This task requires every entry to be set down again exactly.

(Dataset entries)
┌────────

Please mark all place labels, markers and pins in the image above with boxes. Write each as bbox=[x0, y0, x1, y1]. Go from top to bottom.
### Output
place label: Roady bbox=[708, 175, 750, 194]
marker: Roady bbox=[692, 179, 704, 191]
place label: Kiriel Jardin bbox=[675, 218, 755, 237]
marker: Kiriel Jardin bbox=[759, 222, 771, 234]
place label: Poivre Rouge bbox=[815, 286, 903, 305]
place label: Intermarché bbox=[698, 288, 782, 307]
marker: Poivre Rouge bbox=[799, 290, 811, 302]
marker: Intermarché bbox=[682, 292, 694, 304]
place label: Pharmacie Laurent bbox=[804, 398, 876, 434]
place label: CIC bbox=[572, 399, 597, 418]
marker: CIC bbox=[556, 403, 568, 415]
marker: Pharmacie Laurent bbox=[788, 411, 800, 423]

└────────

- **TASK OUTPUT**
Please mark all place labels, markers and pins in the image above with boxes. Write each as bbox=[x0, y0, x1, y1]. Go from top to bottom.
### Output
place label: Roady bbox=[708, 175, 750, 194]
marker: Roady bbox=[692, 179, 704, 191]
place label: Kiriel Jardin bbox=[675, 218, 755, 237]
marker: Kiriel Jardin bbox=[759, 222, 771, 234]
place label: Poivre Rouge bbox=[815, 286, 903, 305]
place label: Intermarché bbox=[698, 288, 782, 307]
marker: Poivre Rouge bbox=[799, 290, 811, 302]
marker: Intermarché bbox=[682, 292, 694, 304]
place label: Pharmacie Laurent bbox=[804, 398, 876, 434]
place label: CIC bbox=[572, 399, 597, 418]
marker: CIC bbox=[556, 403, 568, 415]
marker: Pharmacie Laurent bbox=[788, 411, 800, 423]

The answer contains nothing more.